Directions - From the records beneath, determine how many lines contain "controls" and report only that figure.

Records provided -
——————————
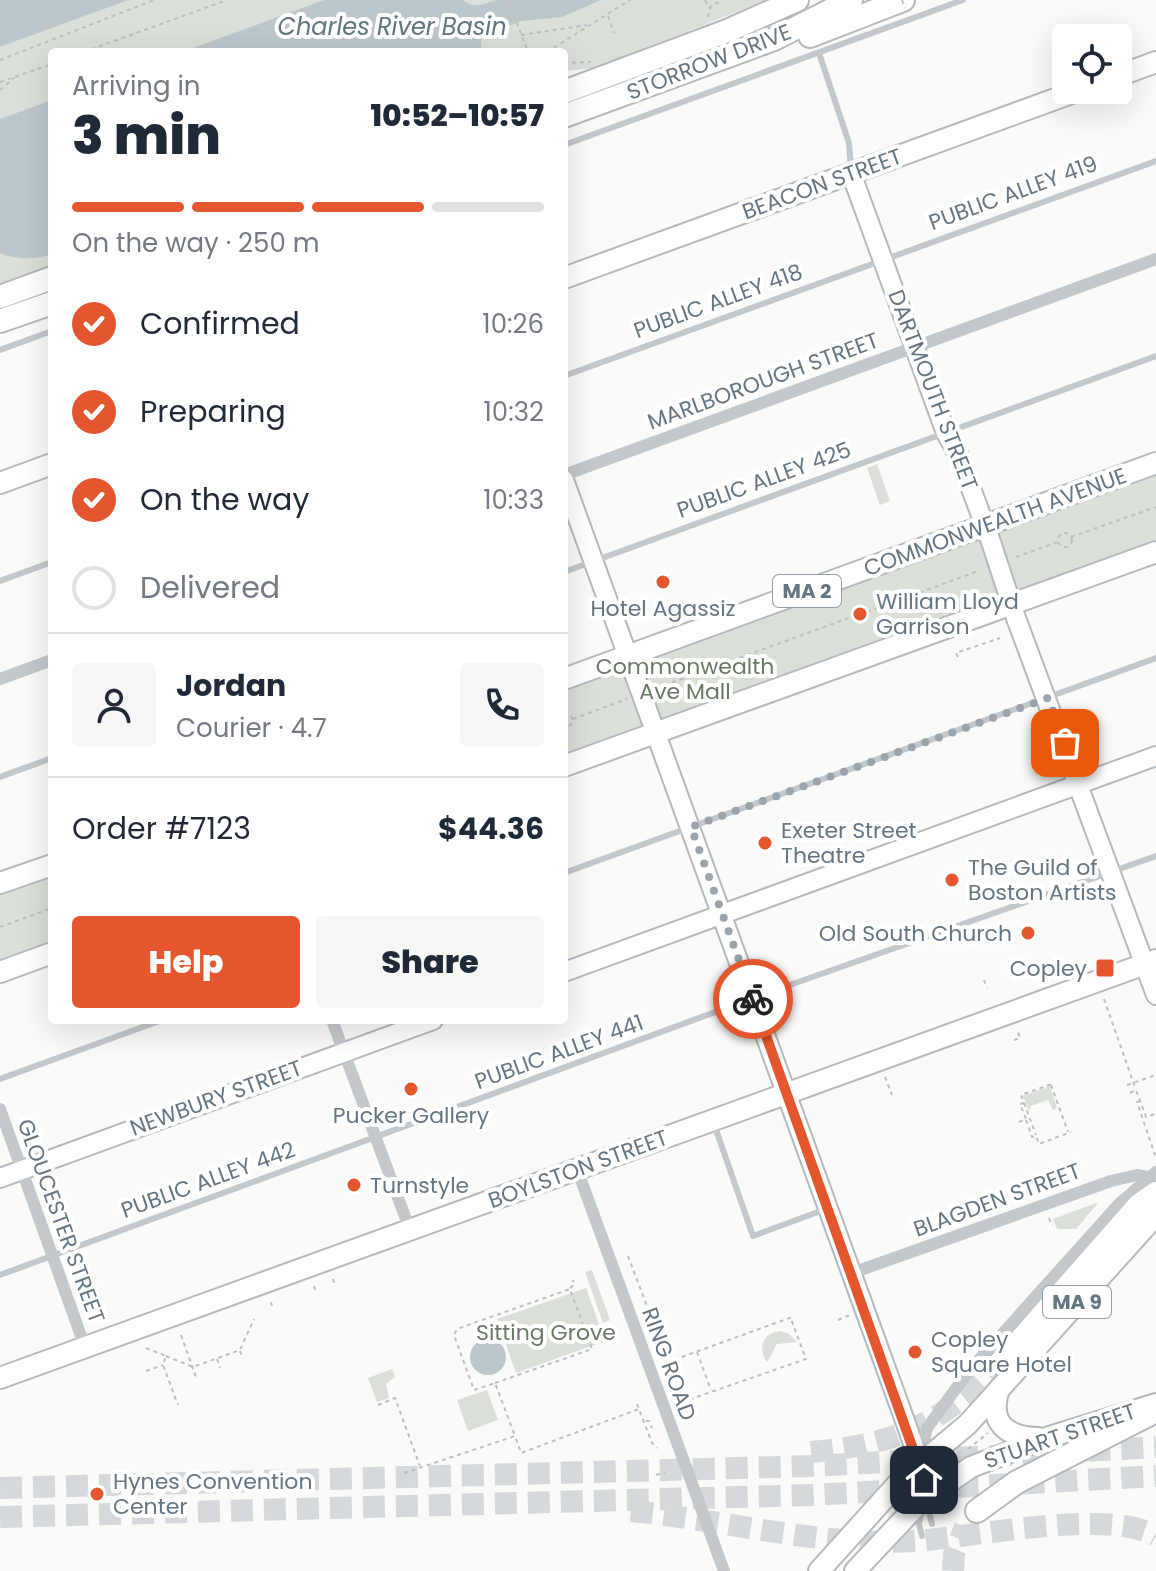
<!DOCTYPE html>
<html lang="en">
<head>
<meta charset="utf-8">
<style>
  :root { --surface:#fff; --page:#f6f6f7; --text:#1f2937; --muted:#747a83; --line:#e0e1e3; --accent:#e4572e }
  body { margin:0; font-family:Poppins,sans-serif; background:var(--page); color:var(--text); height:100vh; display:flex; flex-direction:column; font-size:30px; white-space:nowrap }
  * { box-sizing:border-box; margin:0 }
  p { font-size:26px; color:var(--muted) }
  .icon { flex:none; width:44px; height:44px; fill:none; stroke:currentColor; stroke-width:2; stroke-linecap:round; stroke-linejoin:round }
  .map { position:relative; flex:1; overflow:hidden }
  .panel { position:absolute; left:48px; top:48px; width:520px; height:976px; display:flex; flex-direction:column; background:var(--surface); border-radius:8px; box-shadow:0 8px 32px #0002 }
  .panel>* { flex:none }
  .controls { position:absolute; left:1052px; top:24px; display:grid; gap:16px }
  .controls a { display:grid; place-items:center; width:80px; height:80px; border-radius:8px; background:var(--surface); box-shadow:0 8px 32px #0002; font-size:40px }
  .pin { position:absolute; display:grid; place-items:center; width:68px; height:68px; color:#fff; margin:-34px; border-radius:16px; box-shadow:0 4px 12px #0006 }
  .courier { position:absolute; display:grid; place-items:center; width:80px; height:80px; margin:-40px; border:6px solid #e4572e; border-radius:50%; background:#fff; color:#222; box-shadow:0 2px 10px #0007 }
  .head em { font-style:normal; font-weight:800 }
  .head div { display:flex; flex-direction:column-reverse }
  .head { display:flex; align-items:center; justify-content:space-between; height:136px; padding:0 24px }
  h1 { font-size:52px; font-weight:800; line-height:60px }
  .bar { display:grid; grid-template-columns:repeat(4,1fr); gap:12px 8px; align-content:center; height:96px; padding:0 24px }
  .bar i { height:10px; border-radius:6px; background:var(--line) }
  .bar .current { background:var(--accent) }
  .bar p { grid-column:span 4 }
  .line { display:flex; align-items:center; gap:20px; padding:0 24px; border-top:2px solid var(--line) }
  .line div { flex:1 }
  .round { display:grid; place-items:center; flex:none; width:84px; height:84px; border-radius:8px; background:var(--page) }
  ol { padding:0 24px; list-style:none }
  li { display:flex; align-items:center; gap:24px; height:88px }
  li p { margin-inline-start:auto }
  li .icon { padding:8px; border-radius:50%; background:var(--accent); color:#fff; stroke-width:4 }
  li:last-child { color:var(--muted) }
  li i { width:44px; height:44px; border:4px solid var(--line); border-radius:50% }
  .cta { display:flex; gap:16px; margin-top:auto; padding:16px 24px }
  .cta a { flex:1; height:92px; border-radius:8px; background:var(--accent); color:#fff; font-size:32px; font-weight:800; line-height:92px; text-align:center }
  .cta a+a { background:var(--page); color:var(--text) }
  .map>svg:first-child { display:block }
</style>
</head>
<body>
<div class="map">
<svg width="1156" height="1571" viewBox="0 0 1156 1571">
  <rect width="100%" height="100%" fill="#fafaf8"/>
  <g fill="#dadfd7">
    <path d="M129,0h638l-173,68 -30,3v-19h-512v213l-52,19v-237z"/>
    <path d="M877,464l13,37 -10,4 -13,-37z"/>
    <path d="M1156,474v66l-592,215v-65z"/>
    <path d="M52,876v65l-52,19v-65z"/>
    <path d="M1050,1086l7,22 -4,2 -5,-10 -17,6 -2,5 -6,-15z"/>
    <path d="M1099,1202l-23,27h-19l-4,-10z"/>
    <path d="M592,1270l18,50 -7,3 -18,-51z"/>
    <path d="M586,1288l19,53 -89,32 -19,-54z"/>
    <path d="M780,1331l9,3 8,8 -20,2 -10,18c-10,-14 -4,-29 13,-31z"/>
    <path d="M392,1369l3,8 -9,7 3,14 -12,4 -9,-24z"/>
    <path d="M487,1390l11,30 -30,11 -11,-31z"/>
  </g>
  <g fill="#bbc7cb">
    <path d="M0,0h129l-129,47z"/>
    <path d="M324,0h139c13,11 22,2 36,0 28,0 72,0 102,0l-39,17 -41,4 -40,16v15h-299z"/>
    <path d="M52,100v154c-18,6 -35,6 -52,-1v-134z"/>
    <circle cx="488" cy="1357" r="18"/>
  </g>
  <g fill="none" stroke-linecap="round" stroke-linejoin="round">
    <g stroke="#d5d9db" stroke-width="22" stroke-dasharray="22 11" stroke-linecap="butt">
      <path d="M811,1452c83,-7 131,-28 189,-89"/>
      <path d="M0,1488l813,-22 343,-19"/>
      <path d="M631,1511c94,9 189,36 284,30 60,-4 193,-33 241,-5"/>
      <path d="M0,1517l813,-22 343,-19"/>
      <path d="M953,1571l1,-17 11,-27"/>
    </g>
    <defs>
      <g id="secondary">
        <path d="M851,173l95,260 12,21 32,85 26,79 140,377"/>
        <path d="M564,480l345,952 14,42 2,24"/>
        <path d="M564,972l592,-216"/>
        <path d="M0,1178l433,-158"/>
      </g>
      <g id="primary">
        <path d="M1118,76l38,-14"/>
        <path d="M564,278l516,-188"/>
        <path d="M0,483l52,-19"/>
        <path d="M564,679l592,-216"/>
        <path d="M564,766l592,-214"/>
        <path d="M0,883l52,-18"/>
        <path d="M0,972l52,-19"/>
        <path d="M0,1378l1156,-418"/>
        <path d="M999,1389c-11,34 7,48 39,49"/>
        <path d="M819,1571l82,-91 67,-56 188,-209"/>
        <path d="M855,1571l64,-68 52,-36 75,-29 110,-34"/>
      </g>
      <g id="motorway">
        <path d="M810,36l93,-36"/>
        <path d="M564,92l163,-61 70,-31"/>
        <path d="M564,116l210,-77 77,-39"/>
        <path d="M0,297l52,-19"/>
        <path d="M0,321l52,-18"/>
        <path d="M1000,1363l139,-158 17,-12"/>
        <path d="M977,1511l40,-29 139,-71"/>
      </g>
    </defs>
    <use href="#secondary" stroke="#b3babf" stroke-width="22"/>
    <use href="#primary" stroke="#b5babe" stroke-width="24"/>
    <use href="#motorway" stroke="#b4b9bd" stroke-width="26"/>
    <g stroke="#bbbfc2" stroke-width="2" stroke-dasharray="4 4" stroke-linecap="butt">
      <path d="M508,0l20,52"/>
      <path d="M705,0l4,8"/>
      <path d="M608,16l6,17"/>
      <path d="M708,17l3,-11 12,-6"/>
      <path d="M521,35l66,-10"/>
      <path d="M84,52l143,-52"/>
      <path d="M547,52l83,-52"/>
      <path d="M0,60l154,-60"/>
      <path d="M564,63l27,-1"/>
      <path d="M0,82l52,-18"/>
      <path d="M0,90l14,-12"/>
      <circle cx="1065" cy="540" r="7"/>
      <path d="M1071,537l85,-30"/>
      <path d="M1016,557l42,-15"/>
      <circle cx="860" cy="614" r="7"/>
      <path d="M867,612l111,-41"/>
      <path d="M958,657l-2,-4 44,-15"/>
      <path d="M657,688l197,-72"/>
      <path d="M564,715h7l2,5 -2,5 -7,1"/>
      <path d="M573,719l54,-20"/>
      <path d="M1097,893l2,-1"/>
      <path d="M0,927l52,-19"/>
      <path d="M1023,966l6,15"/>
      <path d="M984,980l3,8"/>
      <path d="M1104,999l32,91"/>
      <path d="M1014,1040l6,-2 -3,-9"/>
      <path d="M885,1077l7,18"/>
      <path d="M1051,1085l17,47"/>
      <path d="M1127,1085l29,-10"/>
      <path d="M1130,1093l6,-3 10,27 9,-3 1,3"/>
      <path d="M1140,1101l-3,1 18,53"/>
      <path d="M1024,1103l12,32"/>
      <path d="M1026,1120l6,17 4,-1 3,8 32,-12"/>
      <path d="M1019,1122l7,-3 -6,-15 4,-1 -3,-8 31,-11"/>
      <path d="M1049,1218l3,8"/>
      <path d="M628,1256l40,106 127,-46"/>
      <path d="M333,1279l2,7"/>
      <path d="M314,1286l2,7"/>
      <path d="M570,1288l4,-3 -1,-5"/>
      <path d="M271,1302l1,4"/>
      <path d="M838,1320l12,-5"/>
      <path d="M181,1335l15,42"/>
      <path d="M146,1348l20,8 -3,9 15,40"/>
      <path d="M240,1351l3,8"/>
      <path d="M697,1352l14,38"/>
      <path d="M166,1356l27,11 47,-17 14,-31"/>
      <path d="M217,1359l3,9"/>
      <path d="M146,1371l17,-6"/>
      <path d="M495,1383l97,-34 -22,-60 -113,40 -3,6 20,55 21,-7 20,53"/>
      <path d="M682,1402l124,-43 -15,-40"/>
      <path d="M637,1404l15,39 5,5"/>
      <path d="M378,1405l17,-7 25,68"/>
      <path d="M682,1409l7,-2"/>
      <path d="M646,1421h3l3,7"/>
      <path d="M968,1449l20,-16"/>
      <path d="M404,1473l111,-37 6,17 118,-44"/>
      <path d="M656,1475l9,-3"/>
    </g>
    <g stroke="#c3c8cc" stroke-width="6">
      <path d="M819,53l30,90 2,25"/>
      <path d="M564,145l399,-145"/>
      <path d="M0,350l52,-19"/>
      <path d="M564,376l592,-215"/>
      <path d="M564,572l592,-216"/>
      <path d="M0,581l52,-19"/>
      <path d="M0,777l52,-19"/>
      <path d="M564,873l592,-215"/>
      <path d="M0,1079l162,-59"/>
      <path d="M714,1124l39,112 73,-27"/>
      <path d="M0,1275l767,-282 389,-137"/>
      <path d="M927,1504l5,20"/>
      <path d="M922,1536l-3,-12 3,-15"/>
    </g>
    <g stroke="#c3c8cc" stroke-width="12">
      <path d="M564,475l592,-216"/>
      <path d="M0,679l52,-19"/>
      <path d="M332,1020l78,210"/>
      <path d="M0,1109l85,238"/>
      <path d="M577,1169l147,402"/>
      <path d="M852,1273l259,-92 26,-6 16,3"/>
      <path d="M921,1455l6,-27 41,-56 151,-168 37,-32"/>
    </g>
    <use href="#secondary" stroke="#fff" stroke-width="18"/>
    <use href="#primary" stroke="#fff" stroke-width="20"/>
    <use href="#motorway" stroke="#fff" stroke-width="22"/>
    <path stroke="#bbbfc2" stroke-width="2" stroke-dasharray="4 4" stroke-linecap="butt" d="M902,0l3,8"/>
  </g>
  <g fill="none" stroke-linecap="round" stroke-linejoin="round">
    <path stroke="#99a4ac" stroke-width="8" stroke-dasharray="0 14.4" d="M753,999l-62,-172 357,-129 17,45"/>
    <path stroke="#e4572e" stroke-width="10" d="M753,999l171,481"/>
  </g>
  <g fill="#e4572e" stroke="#fff" stroke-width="3">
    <circle cx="663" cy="582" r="8"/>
    <circle cx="860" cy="614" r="8"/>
    <circle cx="765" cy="843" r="8"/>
    <circle cx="952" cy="880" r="8"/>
    <circle cx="1028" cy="933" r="8"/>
    <rect x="1095" y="958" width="20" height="20" rx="4"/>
    <circle cx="411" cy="1089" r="8"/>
    <circle cx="354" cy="1185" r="8"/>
    <circle cx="915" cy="1352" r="8"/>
    <circle cx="97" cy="1494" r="8"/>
  </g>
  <g text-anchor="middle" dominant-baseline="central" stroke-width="8" stroke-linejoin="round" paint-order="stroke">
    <g fill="#fff" stroke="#939fa8" stroke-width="2">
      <rect x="773" y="575" width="68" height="32" rx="6"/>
      <rect x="1043" y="1286" width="68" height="32" rx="6"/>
    </g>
    <g font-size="20" font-weight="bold" fill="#657683">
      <text x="807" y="591">MA 2</text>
      <text x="1077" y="1302">MA 9</text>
    </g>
    <g font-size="22" fill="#657683" stroke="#fff">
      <text transform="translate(709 62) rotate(-21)">STORROW DRIVE</text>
      <text transform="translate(822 184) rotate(-20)">BEACON STREET</text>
      <text transform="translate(1013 193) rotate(-20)">PUBLIC ALLEY 419</text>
      <text transform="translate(718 301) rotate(-20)">PUBLIC ALLEY 418</text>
      <text transform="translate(763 381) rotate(-20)">MARLBOROUGH STREET</text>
      <text transform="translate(933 390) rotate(69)">DARTMOUTH STREET</text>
      <text transform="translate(764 480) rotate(-20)">PUBLIC ALLEY 425</text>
      <text transform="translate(995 522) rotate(-20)">COMMONWEALTH AVENUE</text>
      <text transform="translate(559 1052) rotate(-20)">PUBLIC ALLEY 441</text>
      <text transform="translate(216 1098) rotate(-20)">NEWBURY STREET</text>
      <text transform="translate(578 1169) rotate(-20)">BOYLSTON STREET</text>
      <text transform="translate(208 1180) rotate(-20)">PUBLIC ALLEY 442</text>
      <text transform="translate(997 1200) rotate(-20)">BLAGDEN STREET</text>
      <text transform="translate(61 1221) rotate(70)">GLOUCESTER STREET</text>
      <text transform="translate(669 1364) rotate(70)">RING ROAD</text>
      <text transform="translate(1060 1436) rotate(-19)">STUART STREET</text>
    </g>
    <g font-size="22" fill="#657683" stroke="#fff" text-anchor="start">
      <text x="876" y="601">William Lloyd<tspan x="876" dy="25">Garrison</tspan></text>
      <text x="663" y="608" text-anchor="middle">Hotel Agassiz</text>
      <text x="781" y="830">Exeter Street<tspan x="781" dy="25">Theatre</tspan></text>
      <text x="968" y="867">The Guild of<tspan x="968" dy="25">Boston Artists</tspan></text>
      <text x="1012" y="933" text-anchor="end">Old South Church</text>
      <text x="1087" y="968" text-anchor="end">Copley</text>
      <text x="411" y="1115" text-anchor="middle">Pucker Gallery</text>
      <text x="370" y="1185">Turnstyle</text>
      <text x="931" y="1339">Copley<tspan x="931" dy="25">Square Hotel</tspan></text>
      <text x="113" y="1481">Hynes Convention<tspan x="113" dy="25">Center</tspan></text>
    </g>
    <g font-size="22" fill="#687a64" stroke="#fff">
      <text x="685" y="666">Commonwealth<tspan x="685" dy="25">Ave Mall</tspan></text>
      <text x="546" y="1332">Sitting Grove</text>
    </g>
    <g font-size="24" font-style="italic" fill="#60757c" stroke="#fff">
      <text x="392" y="26">Charles River Basin</text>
    </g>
  </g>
</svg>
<div class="controls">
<a><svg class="icon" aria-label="locate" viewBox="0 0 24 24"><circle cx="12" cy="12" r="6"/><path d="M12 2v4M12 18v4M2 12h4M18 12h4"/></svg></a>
</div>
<div class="pin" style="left:1065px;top:743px;background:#ea580c"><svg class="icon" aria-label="bag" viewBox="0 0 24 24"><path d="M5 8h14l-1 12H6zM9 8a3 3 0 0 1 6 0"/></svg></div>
<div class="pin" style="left:924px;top:1480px;background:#1f2937"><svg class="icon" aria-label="home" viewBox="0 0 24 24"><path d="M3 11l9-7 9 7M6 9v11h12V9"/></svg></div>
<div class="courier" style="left:753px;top:999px"><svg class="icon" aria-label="bike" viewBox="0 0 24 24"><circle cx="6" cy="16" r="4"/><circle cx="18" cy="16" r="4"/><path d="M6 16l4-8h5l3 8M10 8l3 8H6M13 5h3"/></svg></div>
<section class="panel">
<div class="head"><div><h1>3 min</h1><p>Arriving in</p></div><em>10:52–10:57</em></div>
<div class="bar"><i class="current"></i><i class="current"></i><i class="current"></i><i></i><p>On the way · 250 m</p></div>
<ol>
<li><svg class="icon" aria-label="check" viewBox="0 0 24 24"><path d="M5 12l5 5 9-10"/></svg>Confirmed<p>10:26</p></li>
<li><svg class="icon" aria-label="check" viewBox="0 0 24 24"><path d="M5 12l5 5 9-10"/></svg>Preparing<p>10:32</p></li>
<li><svg class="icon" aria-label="check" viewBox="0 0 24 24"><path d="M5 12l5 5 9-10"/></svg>On the way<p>10:33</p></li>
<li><i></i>Delivered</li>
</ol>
<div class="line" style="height:144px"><a class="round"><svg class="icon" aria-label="person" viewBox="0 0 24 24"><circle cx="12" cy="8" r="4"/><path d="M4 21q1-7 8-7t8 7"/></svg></a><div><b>Jordan</b><p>Courier · 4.7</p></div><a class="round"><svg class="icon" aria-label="phone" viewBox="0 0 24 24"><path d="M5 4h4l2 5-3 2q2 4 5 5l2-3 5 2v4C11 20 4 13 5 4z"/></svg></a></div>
<div class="line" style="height:104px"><div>Order #7123</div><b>$44.36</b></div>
<div class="cta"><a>Help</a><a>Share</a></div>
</section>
</div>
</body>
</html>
——————————
Response to the task - 3